Is It Safe to Download Stable Diffusion Checkpoint Models from the Internet?

The Truth About Checkpoint Security and Safety Tips To Prevent Malware

The rate at which open-source AI art generation scene is expanding could give the big bang some motion sickness. Every day, I see new custom-made models being shared with the world. But many of the people interested in AI art do not have backgrounds in computer science (including me). As such, they are painfully unaware of the risks involved with downloading models. Today, I want to go in-depth and make a PSA guide about Stable Diffusion model safety.

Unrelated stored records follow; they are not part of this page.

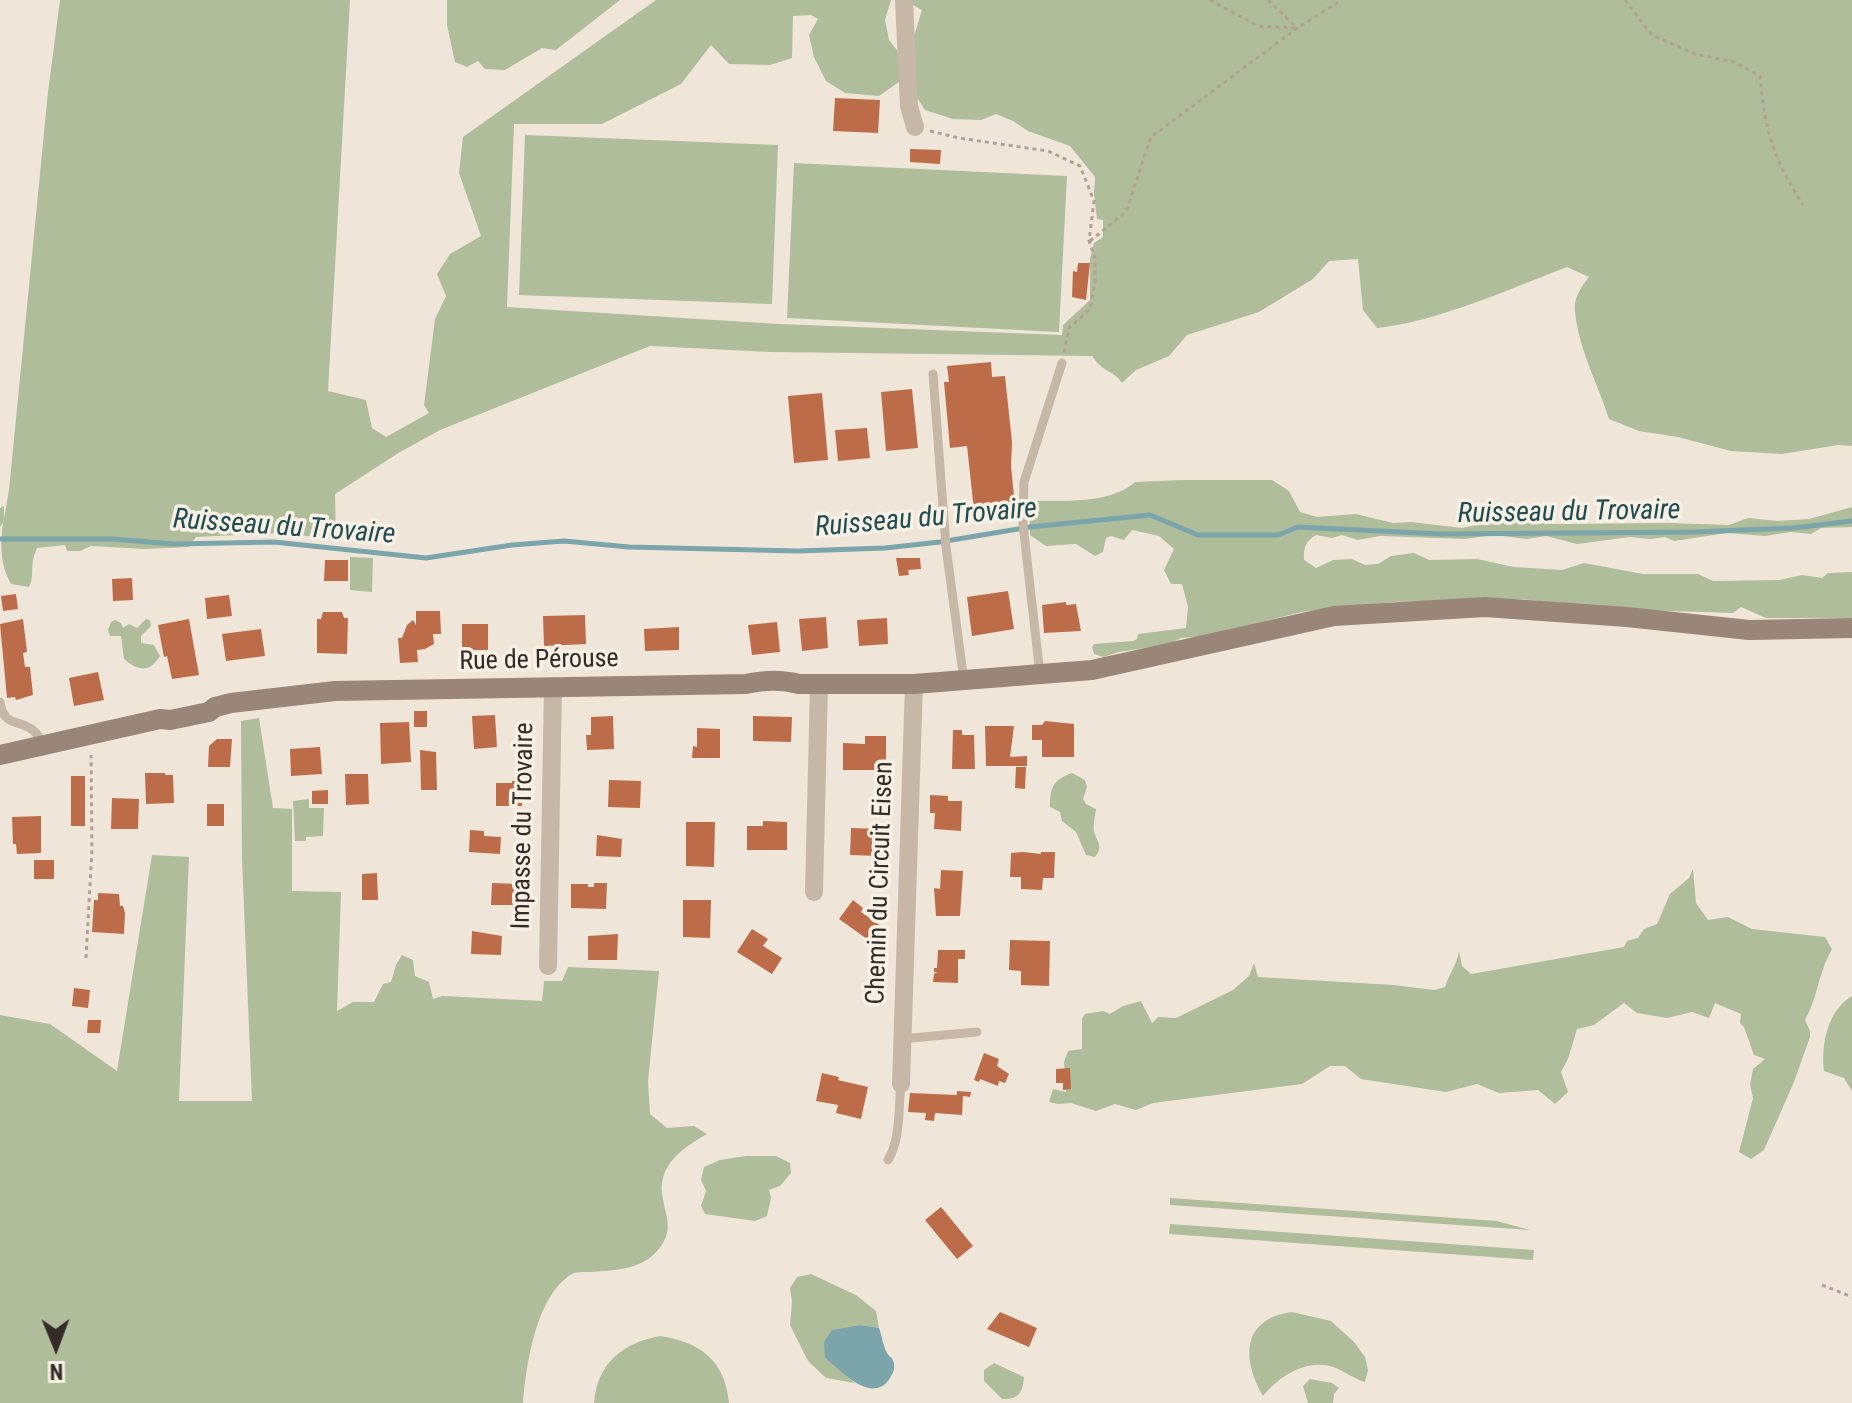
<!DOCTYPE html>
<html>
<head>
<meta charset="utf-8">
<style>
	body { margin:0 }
	#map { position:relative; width:1852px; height:1403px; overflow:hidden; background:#efe6d9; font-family:"Roboto Condensed",sans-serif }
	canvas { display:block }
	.north { position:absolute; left:16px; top:1307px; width:80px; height:80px; -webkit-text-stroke:6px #f7f0e5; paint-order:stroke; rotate:179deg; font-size:22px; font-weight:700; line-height:32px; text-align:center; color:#332b27 }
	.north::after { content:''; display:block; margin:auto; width:28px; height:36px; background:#332b27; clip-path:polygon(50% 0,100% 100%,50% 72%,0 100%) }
</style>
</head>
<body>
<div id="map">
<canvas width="1852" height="1403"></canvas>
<div class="north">N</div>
</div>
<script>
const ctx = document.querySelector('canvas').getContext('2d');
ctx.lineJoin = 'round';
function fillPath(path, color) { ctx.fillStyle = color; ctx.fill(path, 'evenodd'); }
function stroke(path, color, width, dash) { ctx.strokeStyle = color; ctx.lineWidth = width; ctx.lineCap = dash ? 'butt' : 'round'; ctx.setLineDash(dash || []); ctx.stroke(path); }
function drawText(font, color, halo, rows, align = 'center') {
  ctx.font = font + ' "Roboto Condensed",sans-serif'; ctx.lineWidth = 7; ctx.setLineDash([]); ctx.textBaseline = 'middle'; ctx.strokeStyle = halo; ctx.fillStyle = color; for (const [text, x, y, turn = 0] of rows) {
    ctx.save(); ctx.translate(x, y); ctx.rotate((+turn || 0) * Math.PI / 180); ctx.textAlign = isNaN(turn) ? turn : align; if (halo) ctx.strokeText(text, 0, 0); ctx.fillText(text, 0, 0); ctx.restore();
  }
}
fillPath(new Path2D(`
	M60,0H350L328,391L366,400L372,428L386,437L429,413L424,405L435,319L446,296L437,274L450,254L481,236L459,173L463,137L656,0H891L885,20L889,40L897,50L903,79L879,96L845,93L826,81L814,57L809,35L818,19L811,15L793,16L792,58L770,65L729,64L711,45L681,84L602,124H514L507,307L779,324L1062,335L1063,325L1090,300V259L1094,243L1103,237V220L1097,219L1094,194L1095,177L1070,146L1028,131L1013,121L996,114L981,120L953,119L925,110L916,96L911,46L922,10L911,4L910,0H1852V446L1838,445L1782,454L1731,451L1678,437L1639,431L1609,419C1598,384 1578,348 1575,311C1573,298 1582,286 1589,277L1567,267C1509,289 1437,322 1377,328L1363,310L1358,259L1329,261L1313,279L1259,312L1187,335L1169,356L1136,370L1122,383C1113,369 1104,374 1092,356L770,352L650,346L440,430L400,452L335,494L336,539L279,533L196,537L189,547L145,549L91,546L80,551H67L65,545L37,548C29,565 35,577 29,587L11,584C0,565 0,545 3,522L0,527V508L4,506V519L9,490L48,92Z
	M447,0H620L556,50L542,48L505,70L485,69L478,61L467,67L455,62L447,25Z
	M525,135L778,145L772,304L519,295Z
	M794,163L1067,176L1059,332L787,318Z
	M1181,480H1272L1289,491L1300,512L1317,517L1356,514L1393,523L1411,522L1462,528L1515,517L1554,524L1670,523L1729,525L1748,518L1777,521L1809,519L1852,507V527L1821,528L1811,534L1791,532L1765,536L1727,533L1674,541L1665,537L1650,539L1630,537L1577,544L1546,536L1527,539L1494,535L1465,539L1380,536L1358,540L1342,535L1332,538L1316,535C1305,542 1304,547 1304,560L1316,568L1333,560L1352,559L1365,565L1378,564L1391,556L1414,553L1429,560L1477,559L1514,567L1562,570L1584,563L1643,574H1698L1713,581L1780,580L1802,575L1822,578L1828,573L1852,572V618H1766L1741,607L1733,613L1606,609L1522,599L1392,602L1302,612L1204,636L1181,638L1169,644L1119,652L1103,657L1094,654L1092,647L1094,644L1133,641L1137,639L1138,634L1186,628L1188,607L1182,584H1171L1164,570L1174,549L1159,536L1132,530L1124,540L1111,536L1106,538L1103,552L1095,556L1076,544L1046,546L1030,535L1029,501C1062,500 1109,505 1135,482Z
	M350,557L373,558L372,592L350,590Z
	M146,619L150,620L151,626L141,636V643L154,645L160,656C150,673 138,671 124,659L121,636H110L108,630L111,622L115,620L121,623L123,628L129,624L137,628Z
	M259,718L273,808L292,809V891L341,892L337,1011L353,1002H374L383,984L391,982L396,965L402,955L413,960L415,976L429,982L433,999L442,996L542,1001L544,981H562L568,967L659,971L648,1081L650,1114L667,1128L694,1126L707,1134C681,1149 656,1166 663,1199C666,1217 673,1229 661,1246C644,1270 617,1270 590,1272C584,1272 576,1272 572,1274C536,1295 526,1366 523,1403H0V1015L50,1024L117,1071L152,855L189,857L179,1101H252L242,859L241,721Z
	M1072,773L1085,780L1087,787L1083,799L1086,804L1096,809C1095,815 1093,825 1094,831C1097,843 1104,846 1095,857L1086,855L1076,832L1062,821L1060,812L1050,807C1050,787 1053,780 1072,773Z
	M309,799V808H324L323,836L306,837V841H295L293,801Z
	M1693,869L1696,903L1708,920L1728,917L1752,929L1825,937L1832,949C1818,974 1818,997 1805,1020L1810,1031V1037L1794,1082L1764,1150L1751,1159L1739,1152L1753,1098L1750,1085L1753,1069L1765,1059L1754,1055L1744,1027L1740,1023L1741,1014L1715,1003L1709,1018L1692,1012L1667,1018L1637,1013L1624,1003L1594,1025L1577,1029L1568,1059L1561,1072L1568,1092L1555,1104L1538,1090L1499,1093L1477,1084L1446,1092L1361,1079L1345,1066H1330L1302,1084L1153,1103L1136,1110L1115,1104L1096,1111L1071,1103L1058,1104L1049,1102L1053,1089L1066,1092L1064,1062L1068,1051L1082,1049V1019L1085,1014L1103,1011L1110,1014L1123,1006L1141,1001L1152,1023L1158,1017L1176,1018L1233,990L1249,976L1254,963L1258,977L1393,985L1434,990L1445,987C1449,974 1457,965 1459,951L1462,966L1471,974L1624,947L1627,941L1638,938L1644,929L1657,924L1670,894L1689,878Z
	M1852,996V1091L1844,1078L1824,1071C1821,1045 1827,1011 1852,996Z
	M746,1156H776L790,1163L791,1173L780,1186L769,1190L771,1198L767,1216L755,1221L705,1214L701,1206L706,1191L701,1180L704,1167L720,1160Z
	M1170,1198L1497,1221L1530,1230L1170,1205Z
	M1170,1224L1534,1250L1533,1260L1169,1234Z
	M811,1274L856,1295L876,1311L879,1328L861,1325L825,1358L855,1383L826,1378L808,1361L790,1325L792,1302L790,1288L797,1277Z
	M1292,1312L1331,1321L1354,1342L1365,1357L1368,1370L1365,1382C1354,1379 1346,1372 1336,1368C1309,1357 1280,1375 1263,1396C1242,1359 1241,1319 1292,1312Z
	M660,1336C700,1342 725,1360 729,1403H594C597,1363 623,1343 660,1336Z
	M994,1363L1024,1377C1023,1393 1018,1400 1002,1399L984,1381V1370Z
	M1310,1379L1332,1383L1339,1388L1334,1394L1333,1403H1308L1303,1386Z`), '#afbd9b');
fillPath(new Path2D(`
	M861,1325L879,1328C882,1336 883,1346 887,1353C892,1361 891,1354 894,1363C895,1371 892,1375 888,1381C870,1403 840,1370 825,1358L824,1342L832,1330Z`), '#7ba5aa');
stroke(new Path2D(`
	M0,539H112L174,544L274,542L426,558L512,545L564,541L629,547L798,551L885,548L940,542L1030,527L1150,515L1198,535H1278L1298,527L1441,534L1694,532L1793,528L1852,521`), '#7ba5aa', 5);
fillPath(new Path2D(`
	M835,98L880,100L878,133L833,131Z
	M910,149L941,150L940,164L910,162Z
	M1078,263H1090L1086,300L1072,297L1073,271L1077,272Z
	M991,362L992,377L1005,376L1012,442L1011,466L1015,506L974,510L967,446L950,448L944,382H949L947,366Z
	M912,389L918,448L886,451L881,392Z
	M822,393L828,460L794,463L788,396Z
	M867,428L870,458L838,461L835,430Z
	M896,558H920L921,569L908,570L909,575L899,576Z
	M325,560H348V581H324Z
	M132,578L133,600L113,601L112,579Z
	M1008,591L1014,629L972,636L967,597Z
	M16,594L18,609L3,611L1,596Z
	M229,595L232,616L207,619L205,598Z
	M1066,602V605L1076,604L1081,631L1044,633L1042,605Z
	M416,611H440L441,634H433L434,644L425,649L417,650L418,662L400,663L398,638H402L407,625L413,620L416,625Z
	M323,612H342L344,618H348L347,654L317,653V619H321Z
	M585,615L586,644L544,646L543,616Z
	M826,617L828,648L802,651L799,619Z
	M887,618L888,644L859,646L857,620Z
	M23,619L27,652L23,653L25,667H30L33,695L16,700L15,697L7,698L0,624Z
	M189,619L199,675L172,679L167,656L164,657L158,625Z
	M777,622L780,652L752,655L748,625Z
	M462,624H488V650H462Z
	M679,627V650L645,651L644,629Z
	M261,629L265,656L226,661L222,634Z
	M98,672L104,700L74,706L69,678Z
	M414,711H427V727H414Z
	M495,715L497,747L474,749L472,716Z
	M613,716L614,749L587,750L586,735H591V717Z
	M753,716L792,717L791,742L753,741Z
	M1045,721L1074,724V757H1042V740H1032V725H1042Z
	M409,722L411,762L381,764L380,723Z
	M985,726H1014L1010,757L1027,756V766H986Z
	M697,728L720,729V758H692L693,746L697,747Z
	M953,730H962V735H974L975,769H952Z
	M865,736H886V770H843V743L865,744Z
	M217,739H232L230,767H208L209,746Z
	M320,747L322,774L291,776L290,749Z
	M420,750L436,752L437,790H421Z
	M1016,767H1026L1025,789L1015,788Z
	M145,773H165V775H173L174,803L146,804Z
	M345,774H368L369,804L346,805Z
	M71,776H85V826H71Z
	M609,780L641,781L640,808L608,807Z
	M512,781H523L522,806H496V783H512Z
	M328,790V804H312V791Z
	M930,795L948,796V801H962L961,831L934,829L935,813H930Z
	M112,798L139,799L138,829H111Z
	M207,804H224V826H207Z
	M41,816V853L17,854L16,844H13L12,817Z
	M763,821L787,822V850H747V826H763Z
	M686,822H715L714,867L686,866Z
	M851,828L881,829L880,856L850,855Z
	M470,830L484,831V836L501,837L500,854L469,852Z
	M597,835L622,839L621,857L596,856Z
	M1023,852L1041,854V852H1055L1054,878H1043L1042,890L1021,889V877H1010L1011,853Z
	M34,860H54V879H34Z
	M941,870L963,871L960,916H936L934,888L940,889Z
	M377,873L378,900H362V874Z
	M492,883L521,884L520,905H491Z
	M594,883H607L606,909L571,908V884H588V887H594Z
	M98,893L119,894L120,906H123L125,913L124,934L92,932L94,900H98Z
	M683,900H711L710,938L683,937Z
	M853,900L863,908L861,912L881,926L870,941L839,919Z
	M752,929L768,939L763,946L782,958L772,974L737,952Z
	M472,931L502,936L501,955L471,954Z
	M618,934L617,960H588V936Z
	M1010,940L1050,941L1049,986L1021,985V971L1009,970Z
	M938,950H965V959H958V983L933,982L934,974L937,972H934V968H937Z
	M74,988L90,990L88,1008L72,1006Z
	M88,1020H101L100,1033H87Z
	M984,1053L999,1059L997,1066L1009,1074L1005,1083L999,1081L998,1086L980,1079L979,1082L974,1080Z
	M1070,1068L1071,1089L1063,1090V1083H1056V1069Z
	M822,1073L839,1077L838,1080L868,1087L861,1119L836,1113L838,1105L816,1101Z
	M957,1091L971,1092L970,1097L963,1096L962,1115L935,1113L934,1121L925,1120L926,1113L908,1112L910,1093L957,1095Z
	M941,1207L973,1246L957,1259L925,1220Z
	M1000,1312L1037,1328L1029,1347L987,1329Z`), '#bd6c4a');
stroke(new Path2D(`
	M1210,0L1258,26L1295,28
	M1268,0L1297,28
	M1625,0L1652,35L1695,54L1734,62L1760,76C1765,132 1773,158 1803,205
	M930,131L959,138L1048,151L1080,166L1094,201L1089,241L1095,258V282L1090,309L1069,328L1064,353
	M1090,241L1126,212L1151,137L1297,28L1342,0
	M86,958L92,849L91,755
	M1822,1285L1852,1297`), '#b2a191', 3, [4, 4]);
stroke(new Path2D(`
	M933,374L946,547L964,681
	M1040,675L1023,524L1024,482L1062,363
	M0,702C4,729 21,718 35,732C38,735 40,739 43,743
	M901,1039L977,1032
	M888,1160C901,1138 898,1110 901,1084`), '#c6b7a6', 9);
stroke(new Path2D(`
	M904,0L909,106L915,127
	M814,892L819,684
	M548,966L553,686
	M901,1084L914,684`), '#c6b7a6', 18);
stroke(new Path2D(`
	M0,755L160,719L170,720L209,712L215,707L231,703L335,691L746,684C764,680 781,679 799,684H914L1092,670L1334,616L1485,607L1627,617L1749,630L1852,628`), '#998678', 20);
drawText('26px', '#332b27', '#f7f0e5', [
	["Rue de Pérouse",539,661,-1],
	["Impasse du Trovaire",524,826,-89],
	["Chemin du Circuit Eisen",881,883,-88]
]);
drawText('italic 28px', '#1f4b51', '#f7f0e5', [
	["Ruisseau du Trovaire",1569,513,-1],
	["Ruisseau du Trovaire",926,519,-5],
	["Ruisseau du Trovaire",284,528,4]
]);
</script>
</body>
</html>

What is a Stable Diffusion Model?

First, we need to clarify what a “model” actually is. A model is an algorithm (ie. a computer program) that’s been trained on a dataset to recognize patterns; once it learns the patterns, it can make inferences—meaning the program can then come to it’s own conclusions about further sets of data12. In the case of latent diffusion models (AI art programs like Stable Diffusion), these algorithms studied billions of images to learn what they are and why they look the way they do, then inferred how to make similar images.

So Stable Diffusion itself is a model. But, unlike other AI art programs, Stable Diffusion is open-sourced and has the ability to be “retrained” to create new models. These new models are not made completely from scratch. Instead, they are made by adding new datasets to the original model. This is done to teach Stable Diffusion about something it did not know before, like a specific style of anime or how a certain person looks. It’s a bit similar to a video game expansion pack: you’re still playing the same game, but the expansion pack adds more content on top.

Anyone with sufficient computer resources can train a new model for Stable Diffusion, which is an incredible capability in it’s own right. But there is a big glaring issue with this…

What is a Pickle (in Python)?

Stable Diffusion was written in a programming language called Python. In some programming languages, there is a method in which a dataset can be converted into a stream of bytes for easy transfer and storage of the data: this is called Object Serialization34. In Python, this serialization is done using a Pickle. Try to think of a Pickle kind of like a ZIP file you use to store a lot of pictures for e-mailing to your relatives. However, the big difference between a ZIP file and a Pickle is that the ZIP file just releases the images from storage like a Charmander gets released from a Pokeball. But the Pickle, when “unzipped”, will recreate the object dataset. That means the Pickle file will essentially rebuild the stored program when it’s opened…in other words, it will execute code on your computer5.

How does this relate back to AI art models? Stable Diffusion uses Pickles to store models! That means when you load an AI model on your computer, it unpickles and runs code. This can be dangerous for your PC because Pickle files are inherently dangerous.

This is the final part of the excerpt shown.